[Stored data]
-- Opening Marker --

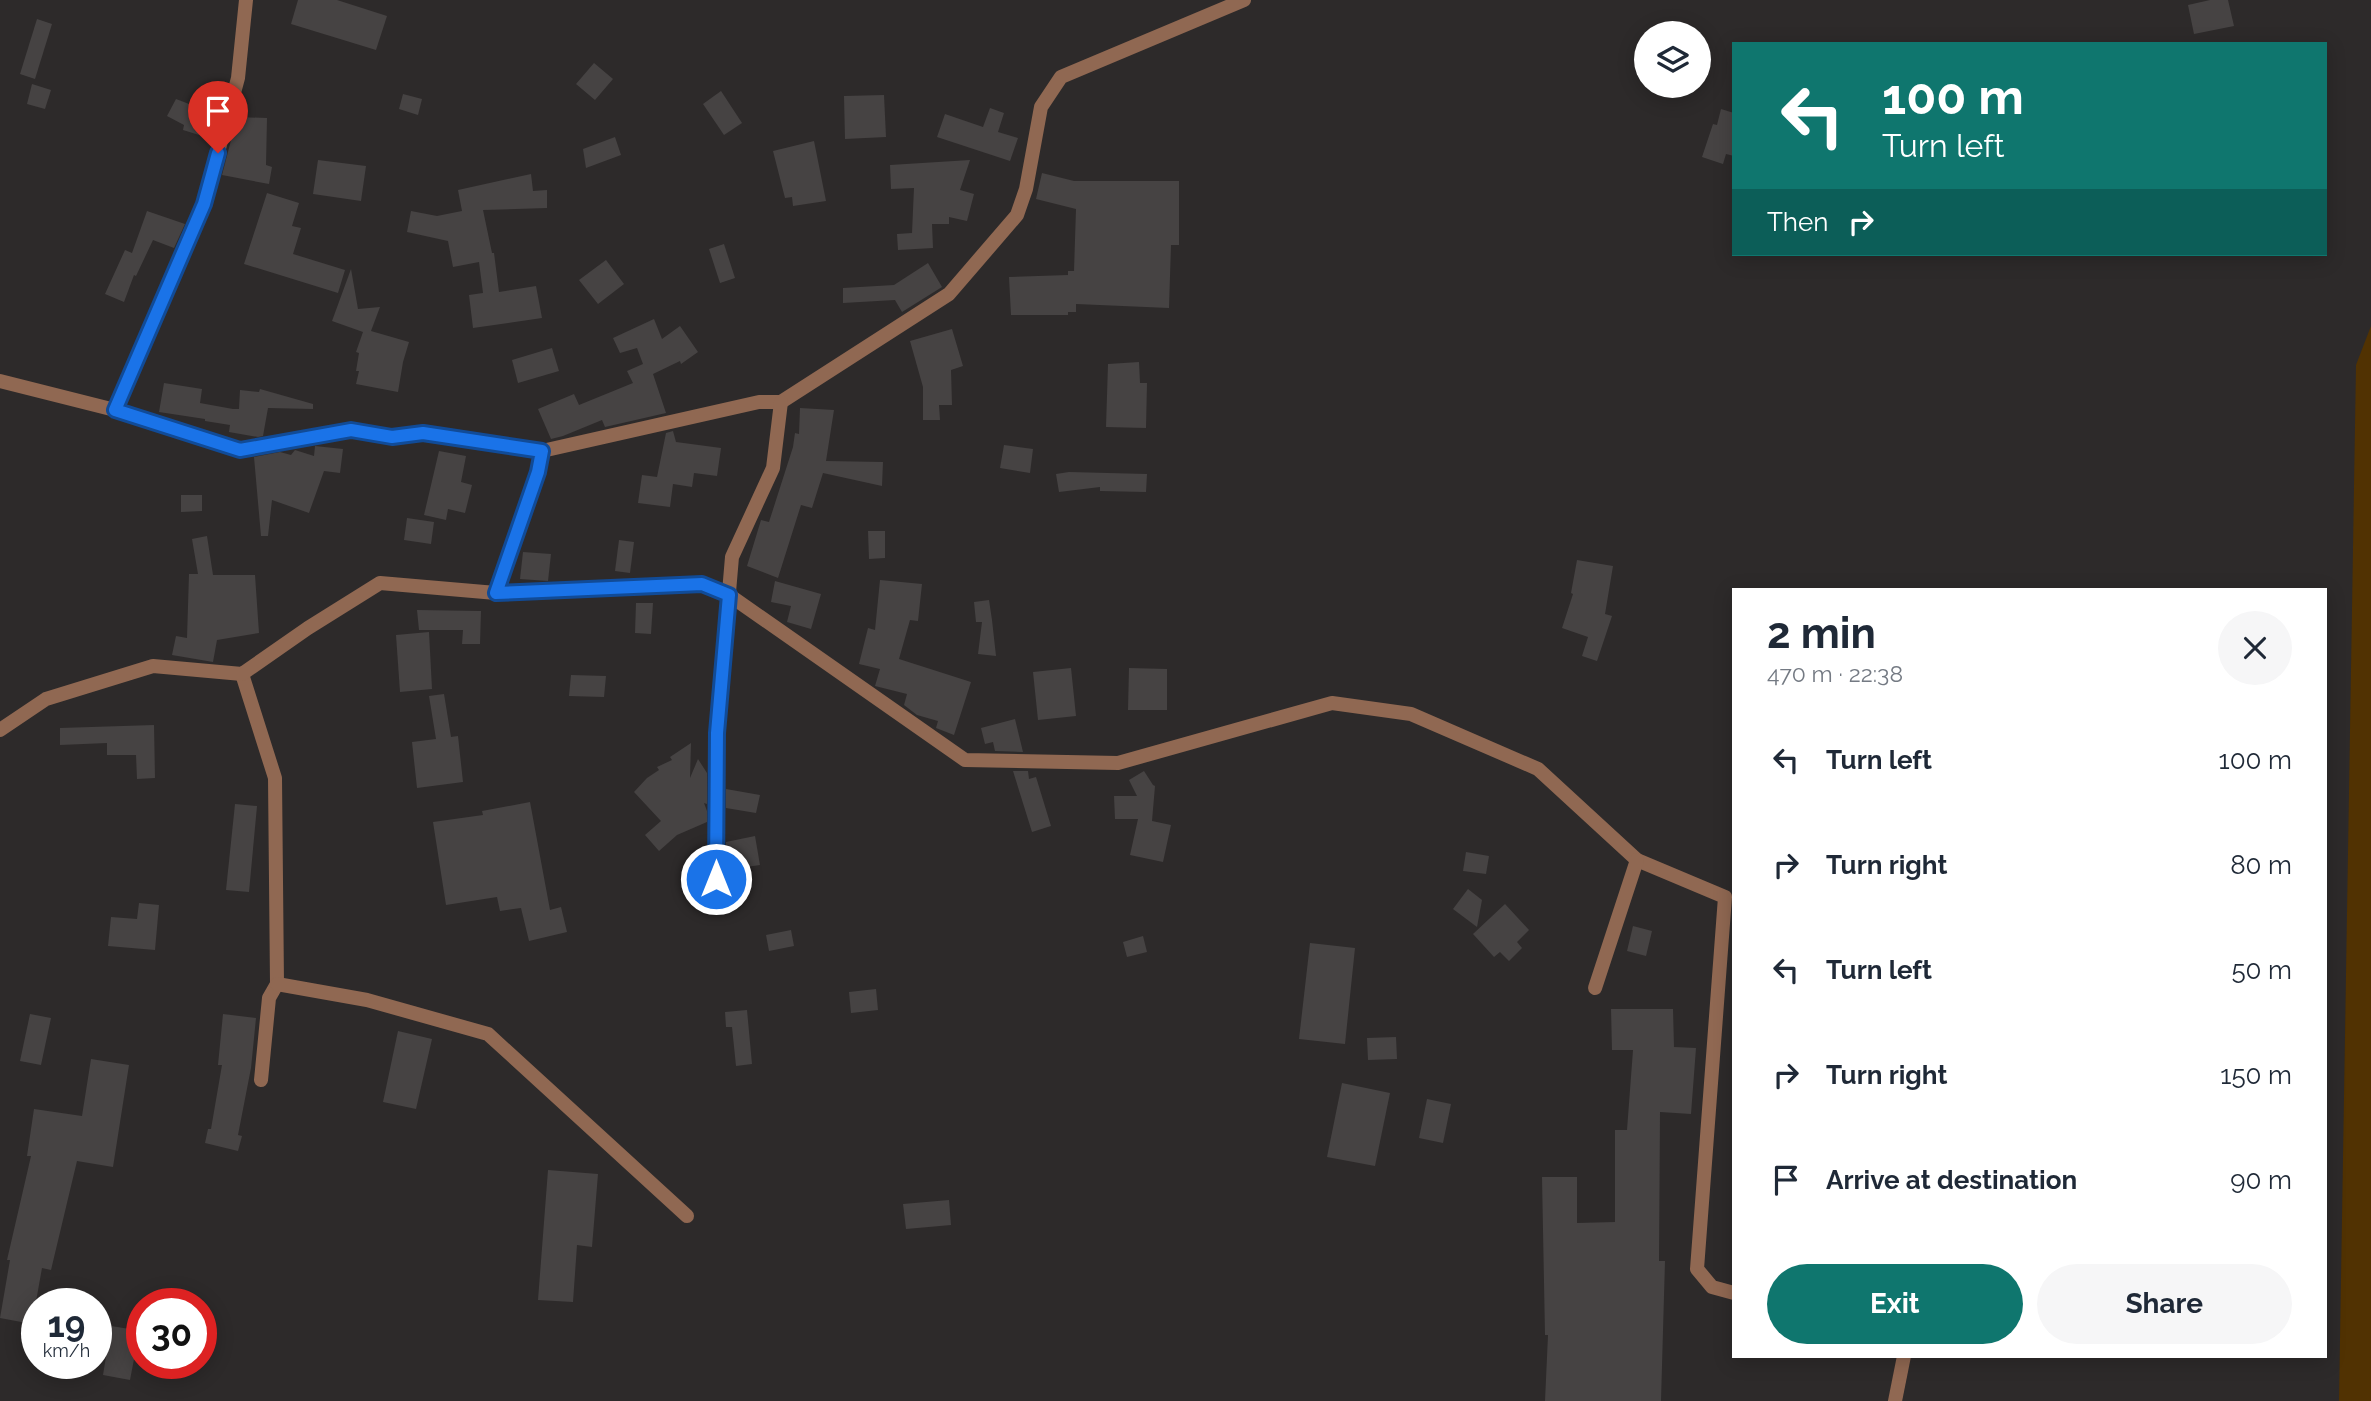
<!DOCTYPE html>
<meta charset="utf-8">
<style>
body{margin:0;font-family:Raleway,sans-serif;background:#f6f6f7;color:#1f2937;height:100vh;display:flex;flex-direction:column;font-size:26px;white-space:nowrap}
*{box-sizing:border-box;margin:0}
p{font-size:23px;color:#747a83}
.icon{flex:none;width:38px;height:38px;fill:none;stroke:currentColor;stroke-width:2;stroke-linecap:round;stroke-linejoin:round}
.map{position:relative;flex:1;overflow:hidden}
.sheet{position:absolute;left:1732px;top:588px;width:595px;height:770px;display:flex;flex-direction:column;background:#fff;border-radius:0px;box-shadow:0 4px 18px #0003}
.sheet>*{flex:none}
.guide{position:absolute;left:1732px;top:42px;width:595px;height:214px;border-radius:0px;box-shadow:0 4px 18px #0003;background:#0f766e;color:#fff;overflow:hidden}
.tools{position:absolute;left:1634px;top:21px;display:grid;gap:14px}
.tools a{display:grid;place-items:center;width:77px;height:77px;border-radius:50%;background:#fff;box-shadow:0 4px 18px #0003;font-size:35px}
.speed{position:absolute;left:21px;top:1288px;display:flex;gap:14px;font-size:35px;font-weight:700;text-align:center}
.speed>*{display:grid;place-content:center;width:91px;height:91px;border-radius:50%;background:#fff;box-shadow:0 4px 18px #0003;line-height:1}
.speed small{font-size:18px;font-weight:400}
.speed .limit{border:10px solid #d22;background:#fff;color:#111}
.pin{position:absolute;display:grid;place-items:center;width:60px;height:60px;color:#fff;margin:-72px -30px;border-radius:50% 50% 50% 0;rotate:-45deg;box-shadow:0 0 7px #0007}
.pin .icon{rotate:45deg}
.me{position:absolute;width:77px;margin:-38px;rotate:0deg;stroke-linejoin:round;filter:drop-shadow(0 0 5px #0008)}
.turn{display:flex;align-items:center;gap:24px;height:147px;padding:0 35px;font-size:32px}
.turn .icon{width:91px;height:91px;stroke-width:2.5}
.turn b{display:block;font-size:49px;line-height:60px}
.then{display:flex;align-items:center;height:66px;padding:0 35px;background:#0003;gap:14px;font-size:26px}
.round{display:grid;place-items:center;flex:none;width:74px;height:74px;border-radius:37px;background:#f6f6f7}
.head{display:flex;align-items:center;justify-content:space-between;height:119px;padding:0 35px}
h1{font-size:42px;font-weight:700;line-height:52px}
.button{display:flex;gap:14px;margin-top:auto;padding:14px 35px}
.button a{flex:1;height:80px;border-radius:42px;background:#0f766e;color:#fff;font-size:28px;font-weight:700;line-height:80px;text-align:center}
.button a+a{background:#f6f6f7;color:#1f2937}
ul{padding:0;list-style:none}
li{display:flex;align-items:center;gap:21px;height:105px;padding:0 35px}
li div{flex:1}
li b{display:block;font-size:26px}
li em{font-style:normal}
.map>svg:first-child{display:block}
</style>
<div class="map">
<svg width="2371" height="1401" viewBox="0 0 2371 1401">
<rect width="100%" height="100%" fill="#2d2a2a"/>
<path fill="#513202" d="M2371,326V1401H2339L2356,365Z"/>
<g fill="#464343">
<path d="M298,0H337L387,16L376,50L291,24Z"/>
<path d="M2210,0H2228L2234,26L2194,34L2188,5Z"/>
<path d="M37,19L52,24L35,79L20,74Z"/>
<path d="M594,63L613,79L595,100L576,84Z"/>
<path d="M32,84L51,90L45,109L27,104Z"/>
<path d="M721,91L742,123L724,135L703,104Z"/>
<path d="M403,94L422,99L418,115L399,109Z"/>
<path d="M884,95L886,137L845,139L844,96Z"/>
<path d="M176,99L218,115L212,139L183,130L184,125L167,116Z"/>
<path d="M990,108L1004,113L998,132L1018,138L1010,161L937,137L945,114L983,127Z"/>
<path d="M1721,109L1734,113V156L1726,154L1723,164L1702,157L1713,124L1717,125Z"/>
<path d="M237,117L267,118L266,165L272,167L269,184L222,175Z"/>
<path d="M615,137L621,155L586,168L583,149Z"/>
<path d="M814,141L826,201L793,206L792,197L785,198L773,151Z"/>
<path d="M318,160L366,166L361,201L313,194Z"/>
<path d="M970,160L960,190L974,194L967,221L949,217V224H932L933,248L898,250L897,234L912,233L914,188L891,189L890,165Z"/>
<path d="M1042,173L1074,181H1179V245H1171L1169,308L1076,304V312H1068V315H1011L1009,277L1068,275V271H1074L1076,209L1036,199Z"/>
<path d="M531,174L533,191L547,190V208L483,210L492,253H494L499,292L536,286L542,318L473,328L469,295L483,293L479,262L453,267L448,241L407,232L411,211L437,216L462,211L458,190Z"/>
<path d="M267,193L299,203L292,226L301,228L293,254L345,270L338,293L244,264Z"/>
<path d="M147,211L185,224L174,248L153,240L136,276L134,275L124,302L105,294L125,250L132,253Z"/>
<path d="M724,244L735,278L720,283L709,249Z"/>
<path d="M606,260L624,284L598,304L579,280Z"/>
<path d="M928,263L942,287L902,312L895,300L843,303V288L894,285Z"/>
<path d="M351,269L358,309L380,307L371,331L409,342L403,362L398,392L356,384L359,371H356L359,353L356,352L363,332L332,321Z"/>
<path d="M654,319L662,339L680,326L698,352L681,364L680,361L653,374L666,413L605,427L602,420L563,436L551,439L538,409L574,394L579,405L633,383L627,371L643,364L637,348L620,353L613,338Z"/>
<path d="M952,329L963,366L951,370L952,405H939L940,420H923V387L910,341Z"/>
<path d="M552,348L559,371L518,383L512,360Z"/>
<path d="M1139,362L1140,383H1147L1146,428L1106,427L1108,364Z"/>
<path d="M164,383L202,389L200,403L233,409H239L240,390L259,392L260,389L313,404V409L268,408L263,436L258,437L229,432L230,425L205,421V419L159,412Z"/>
<path d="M800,408L834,410L826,461L883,462L882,486L823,473L812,508L801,505L778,578L747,566L761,520L769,522L793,447L795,433L799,434Z"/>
<path d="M673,431L676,442L721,448L717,476L694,473L692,487L673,484L670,507L638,503L642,475L657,477L666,433Z"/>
<path d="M1004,445L1033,449L1030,473L1000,468Z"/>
<path d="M315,446L343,449L340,473L324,471L309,513L272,500L268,536H261L254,457L280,452L291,455L295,450L314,456Z"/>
<path d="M439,451L466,456L461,482L472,485L465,513L448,509L446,520L424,515Z"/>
<path d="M1069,472L1147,474L1146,492L1100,491V487L1059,492L1056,474Z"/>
<path d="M181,495H202V511L181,512Z"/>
<path d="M407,518L434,522L431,544L404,540Z"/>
<path d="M868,531H885V558L869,559Z"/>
<path d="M207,536L213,575H255L259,633L217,640L213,662L172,655L176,636L187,638L189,574H198L192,539Z"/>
<path d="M619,540L634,542L630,573L615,571Z"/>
<path d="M523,552L551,554L548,581L520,579Z"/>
<path d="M1577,560L1613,566L1605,614L1612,616L1597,661L1582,656L1588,637L1562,628L1573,594L1571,593Z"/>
<path d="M880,580L922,584L918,621L910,620L899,659L971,682L954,735L936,728L938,721L917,715L904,705L907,694L875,686L880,669L859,664L868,628L875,630Z"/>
<path d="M775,581L821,594L811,629L787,622L791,606L771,602Z"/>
<path d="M989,600L992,620L996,656L978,654L982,622H976L974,602Z"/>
<path d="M636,603H653L651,634L635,633Z"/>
<path d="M417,610L481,611L480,644H462L463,630H419Z"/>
<path d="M429,632L432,689L400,692L396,635Z"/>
<path d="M1071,668L1076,716L1038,720L1033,672Z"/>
<path d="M1129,668L1167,669V710H1128Z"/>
<path d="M571,675L606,676L604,697L569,696Z"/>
<path d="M444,694L451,737L458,736L463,782L417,788L412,742L436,739L429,696Z"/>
<path d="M1015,719L1023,752L995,751L993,742L985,744L981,728Z"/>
<path d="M154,725L155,778L137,779L136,755H107V743L60,745V728Z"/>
<path d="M691,743L690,778L698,759L707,773V804L704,803L707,811V822L677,835L659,851L645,835L661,821L634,792L647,778L659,770L657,767L672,760L670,757Z"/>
<path d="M1013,771H1028L1029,779L1036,777L1051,826L1032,832Z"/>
<path d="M1144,771L1153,785L1155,786L1152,821L1171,825L1163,862L1130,855L1138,819H1115L1114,796H1137L1129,780Z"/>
<path d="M726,789L760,795L756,813L726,808Z"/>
<path d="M530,802L550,910L561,907L567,932L529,941L521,908L500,911L497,897L446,905L433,822L483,815L482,811Z"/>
<path d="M235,804L257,806L249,892L226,890Z"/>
<path d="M755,836L760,865L726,870V842Z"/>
<path d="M1466,852L1489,856L1486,874L1463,871Z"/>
<path d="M1468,889L1482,900L1477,927L1453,909Z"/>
<path d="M139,903L159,905L155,950L108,946L111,917L137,919Z"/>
<path d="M1505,904L1529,930L1517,942L1522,948L1509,961L1500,952L1494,957L1473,934Z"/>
<path d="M1633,926L1652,931L1646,956L1627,951Z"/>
<path d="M791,930L794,946L769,951L766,935Z"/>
<path d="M1143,936L1147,952L1127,957L1123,942Z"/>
<path d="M1310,943L1355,948L1345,1044L1299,1039Z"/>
<path d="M876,989L878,1010L851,1013L849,992Z"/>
<path d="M1611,1009H1673L1674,1047L1696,1048L1691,1114L1660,1112L1659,1261H1665L1661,1401H1545L1548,1335H1545L1542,1177H1577V1223L1615,1222V1130H1627L1633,1050H1612Z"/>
<path d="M747,1010L752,1064L736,1066L732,1027H726L725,1012Z"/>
<path d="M30,1014L51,1018L41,1065L20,1061Z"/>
<path d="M223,1014L256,1018L251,1068L238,1135L242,1136L238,1151L205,1143L208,1129H211L222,1065H218Z"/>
<path d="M398,1031L432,1039L416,1109L383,1102Z"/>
<path d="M1396,1037L1397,1059L1368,1060L1367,1038Z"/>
<path d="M91,1059L129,1065L113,1167L77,1161L51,1270L42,1268L32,1324L0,1318L10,1260H7L31,1156H27L34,1109L82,1116Z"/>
<path d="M1342,1083L1390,1093L1375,1166L1327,1157Z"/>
<path d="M1427,1099L1451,1104L1443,1143L1419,1138Z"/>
<path d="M548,1170L598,1174L592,1247L577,1245L573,1302L538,1300Z"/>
<path d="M949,1200L951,1225L906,1229L903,1204Z"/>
<path d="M111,1326L142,1331V1355L135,1354L130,1380L103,1375Z"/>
</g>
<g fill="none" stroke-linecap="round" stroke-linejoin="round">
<g stroke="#906852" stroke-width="14">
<path d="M0,381L115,410L240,450L350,430L392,437L423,433L542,451L759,402H781L949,294L1017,215L1026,189L1041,107L1061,77L1244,0"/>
<path d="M115,410L204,204L238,78L246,0"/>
<path d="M496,593L538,472L542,451"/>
<path d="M242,674L275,778L277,984L269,998L261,1080"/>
<path d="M0,730L46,699L153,666L242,674L308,628L380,583L496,593L702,584L729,595L965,760L1118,763L1332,703L1411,714L1538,769L1637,860L1725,897L1697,1269L1712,1287L1734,1293"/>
<path d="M716,879L717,733L732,557L773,468L781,402"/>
<path d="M277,984L367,1000L488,1034L687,1216"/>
<path d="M1595,988L1637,860"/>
<path d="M1895,1401L1904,1356"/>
</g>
</g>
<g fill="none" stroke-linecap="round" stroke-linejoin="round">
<defs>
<path id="route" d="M218,153L204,204L115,410L240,450L351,430L392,437L423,433L542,451L538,472L496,593L702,584L729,595L717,733L716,879"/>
</defs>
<use href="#route" stroke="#114b97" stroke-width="18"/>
<use href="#route" stroke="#1a73e8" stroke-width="12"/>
</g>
</svg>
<div class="tools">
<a><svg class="icon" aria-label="layers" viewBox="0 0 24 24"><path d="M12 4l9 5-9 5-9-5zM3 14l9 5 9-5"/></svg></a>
</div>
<div class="speed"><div>19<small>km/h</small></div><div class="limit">30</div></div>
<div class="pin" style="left:218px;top:153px;background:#d93025"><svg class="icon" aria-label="arrive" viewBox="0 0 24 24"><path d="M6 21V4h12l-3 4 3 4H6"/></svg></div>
<svg class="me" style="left:716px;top:879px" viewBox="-20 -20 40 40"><circle r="17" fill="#1a73e8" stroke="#fff" stroke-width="3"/><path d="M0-11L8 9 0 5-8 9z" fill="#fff"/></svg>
<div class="guide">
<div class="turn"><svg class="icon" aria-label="left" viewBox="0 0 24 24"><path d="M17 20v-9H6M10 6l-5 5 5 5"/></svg><div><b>100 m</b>Turn left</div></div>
<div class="then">Then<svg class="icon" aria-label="right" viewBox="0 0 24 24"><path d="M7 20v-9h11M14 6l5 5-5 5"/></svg></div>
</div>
<section class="sheet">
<div class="head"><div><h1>2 min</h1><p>470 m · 22:38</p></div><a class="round"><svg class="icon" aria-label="close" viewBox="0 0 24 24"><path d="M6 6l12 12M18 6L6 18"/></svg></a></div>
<ul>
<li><svg class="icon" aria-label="left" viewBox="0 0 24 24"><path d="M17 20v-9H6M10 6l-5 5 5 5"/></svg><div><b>Turn left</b></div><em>100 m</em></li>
<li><svg class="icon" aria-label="right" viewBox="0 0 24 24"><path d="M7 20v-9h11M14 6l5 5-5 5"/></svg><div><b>Turn right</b></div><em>80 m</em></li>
<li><svg class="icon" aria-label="left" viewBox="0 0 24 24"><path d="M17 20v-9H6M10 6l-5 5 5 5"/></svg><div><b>Turn left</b></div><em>50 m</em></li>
<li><svg class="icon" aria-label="right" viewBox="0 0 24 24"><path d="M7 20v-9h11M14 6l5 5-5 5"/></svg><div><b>Turn right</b></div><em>150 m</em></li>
<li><svg class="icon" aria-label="arrive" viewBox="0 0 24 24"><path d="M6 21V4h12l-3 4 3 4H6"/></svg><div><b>Arrive at destination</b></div><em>90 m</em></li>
</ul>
<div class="button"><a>Exit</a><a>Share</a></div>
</section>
</div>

-- Closing Marker --

• PROBLEM TO SOLVE
Looking at the entries above, count each line in which the word "speed" occurs, then give the total and nothing further.

• OUTPUT OF THE TASK
5